Israel - Media Landscape
|Capital||Jerusalem (not internationally recognised)
principle embassies in Tel Aviv
|Suffrage||Universal; 18 yrs of age|
|Currency||New Israeli Shekel (NIS)|
|Population||6.4 m (2007)|
|Area||20. 770 sq km|
|Total imports (%EU)||€37.4 bn (2006) (37%)|
|Total exports (%EU)||€36.4 bn (2006) (27%)|
|GDP||€117 bn (2007)|
|GDP per capita||€18.000 (2007)|
|Unemployment||8,5% (2007 est.)|
|Internet users (per 1000 people)||244,3 (2006)|
|Languages||Hebrew, Arabic, some English|
There are myriad perspectives available in Israeli press. Stories range from mundane daily briefings to editorials rife with criticism of the government. Even editorials debating the country’s very existence can be found.
Still, there is pressure on state-owned TV and radio. But overall the government respects the freedom of expression of local media. However, in the West Bank and Gaza, Reporters Without Borders has recorded a number of violations of the International Covenant on Civil and Political Rights. This document, which Israel signed, guarantees press freedom.
One of the most delicate issues in Israeli media is what the government considers the perpetual state of war there. There is heavy censorship on all military issues. All stories concerning military issues must be sent before publication to a military censor.
Nearly 95 percent of the Israeli population reads newspapers. There are 22 official daily newspapers of which 10 are in Hebrew. The other 12 are divided among Arabic (4) , English (2), German (1), French (1) and Russian (4). Furthermore, four weekly papers and several different local papers are in circulation.

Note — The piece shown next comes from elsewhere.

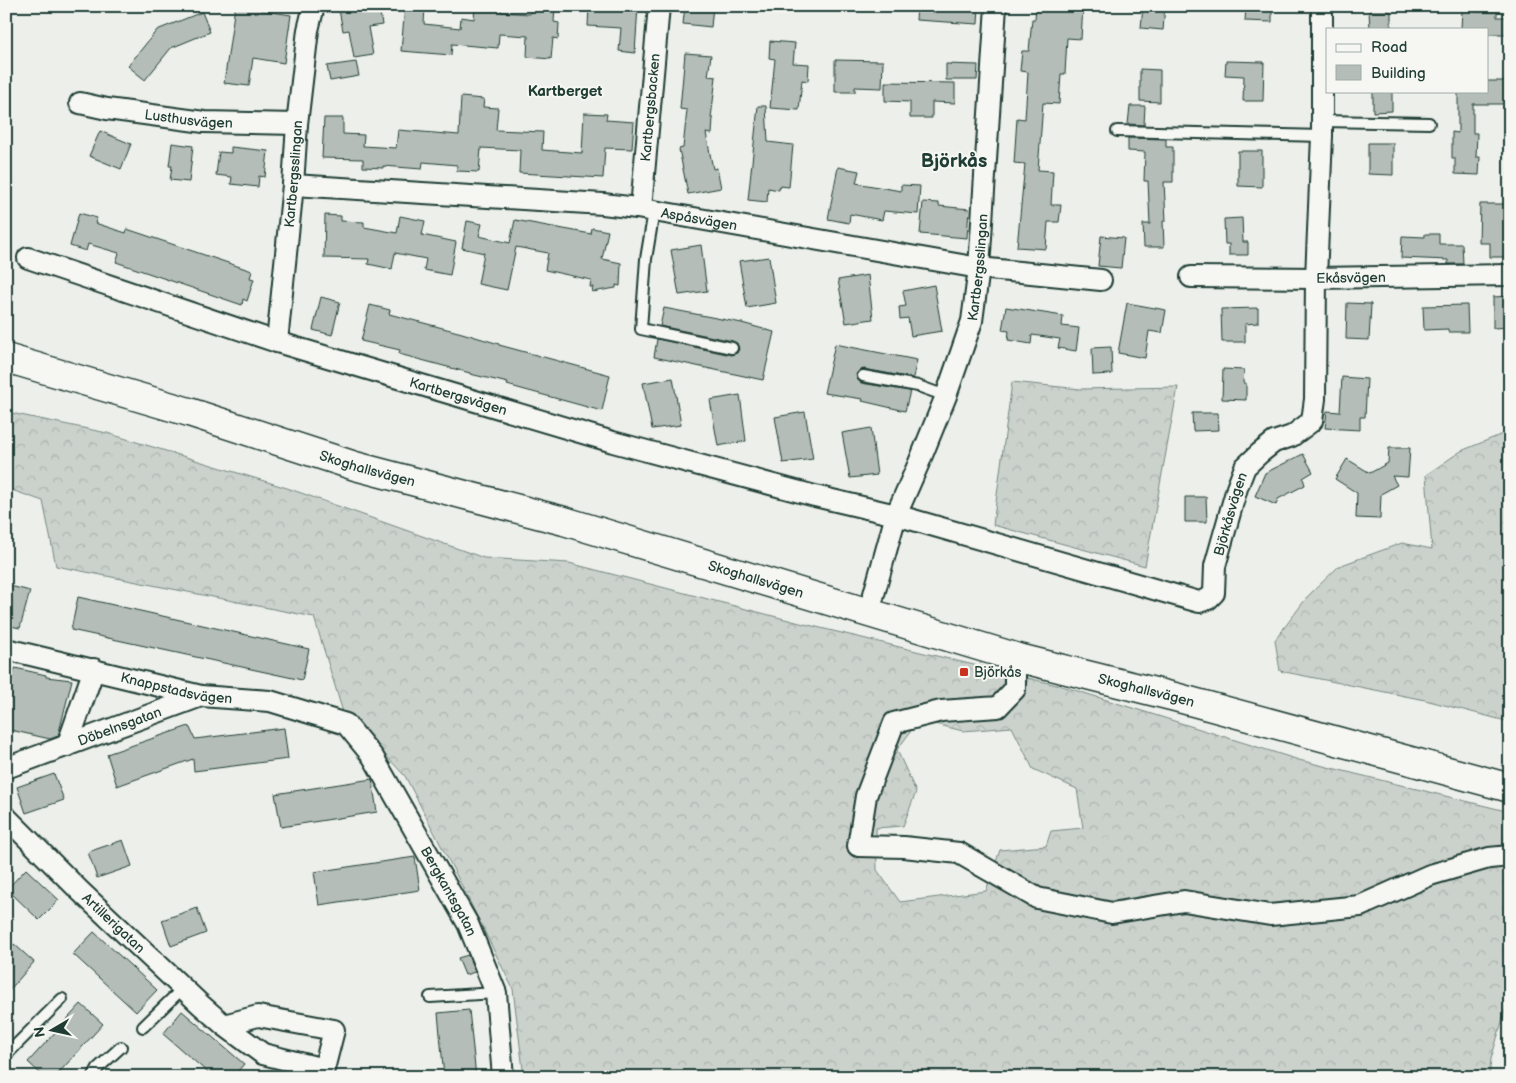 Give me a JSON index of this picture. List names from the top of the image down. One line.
{"streets":{"main road":["Skoghallsvägen"],"street":["Kartbergsbacken","Lusthusvägen","Kartbergsslingan","Aspåsvägen","Ekåsvägen","Kartbergsvägen","Björkåsvägen","Knappstadsvägen","Döbelnsgatan","Bergkantsgatan","Artillerigatan"]},"crossings":[["Kartbergsbacken","Aspåsvägen"],["Lusthusvägen","Kartbergsslingan"],["Kartbergsslingan","Aspåsvägen"],["Kartbergsslingan","Kartbergsvägen"],["Kartbergsslingan","Björkåsvägen"],["Ekåsvägen","Björkåsvägen"],["Kartbergsvägen","Björkåsvägen"],["Knappstadsvägen","Döbelnsgatan"],["Knappstadsvägen","Bergkantsgatan"]],"districts":["Kartberget","Björkås"],"places":{"transit":["Björkås"]},"legend":["Road","Building"],"north":"left"}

Third is Ha’arretz, which is the oldest national daily. It was founded in 1919 and has an average circulation between 65.000 and 75.000. Its target audience seems to be the educated and the elite. An English insert is distributed inside the International Herald Tribune.
The Jerusalem Post, which is published in English, does not have a Hebrew edition. But it is said (by its editors) to play a role in the Israel-Diaspora dialogue.
Israel Today, or Israel Hayom, launched in 2007. It is a free daily tabloid funded by the billionaire businessman Sheldon Adelson, who is based in the United States. It tries to cut readership from the other three papers with blunt editorials and pro-opposition editorial line.
Magazines are popular as well in Israel. Although there are hundreds of different magazines, La’isha, a women’s magazine, is the most nationally read. It belongs to the Moses family media conglomerate.
Editors working at Israeli publications must submit articles to a military censor each day. Some stories come back with text blacked out. Sometimes entire articles are blacked out. This happens throughout Israel – not just in the Palestinian territories.
Israel’s media landscape offers a variety of languages, political and religious views. The organisational structure of the Israel Broadcasting Authority (IBA), resembles that of the BBC. It operates public radio and TV services. It is funded mainly by license fees on TV sets.
Both radio and state-run television channels belong to the IBA.
Israel has two state-run channels and two local, commercial channels. Commercial channels are Channel 2 and Channel 10. These are both supervised by a public council set up to define regulations and standards.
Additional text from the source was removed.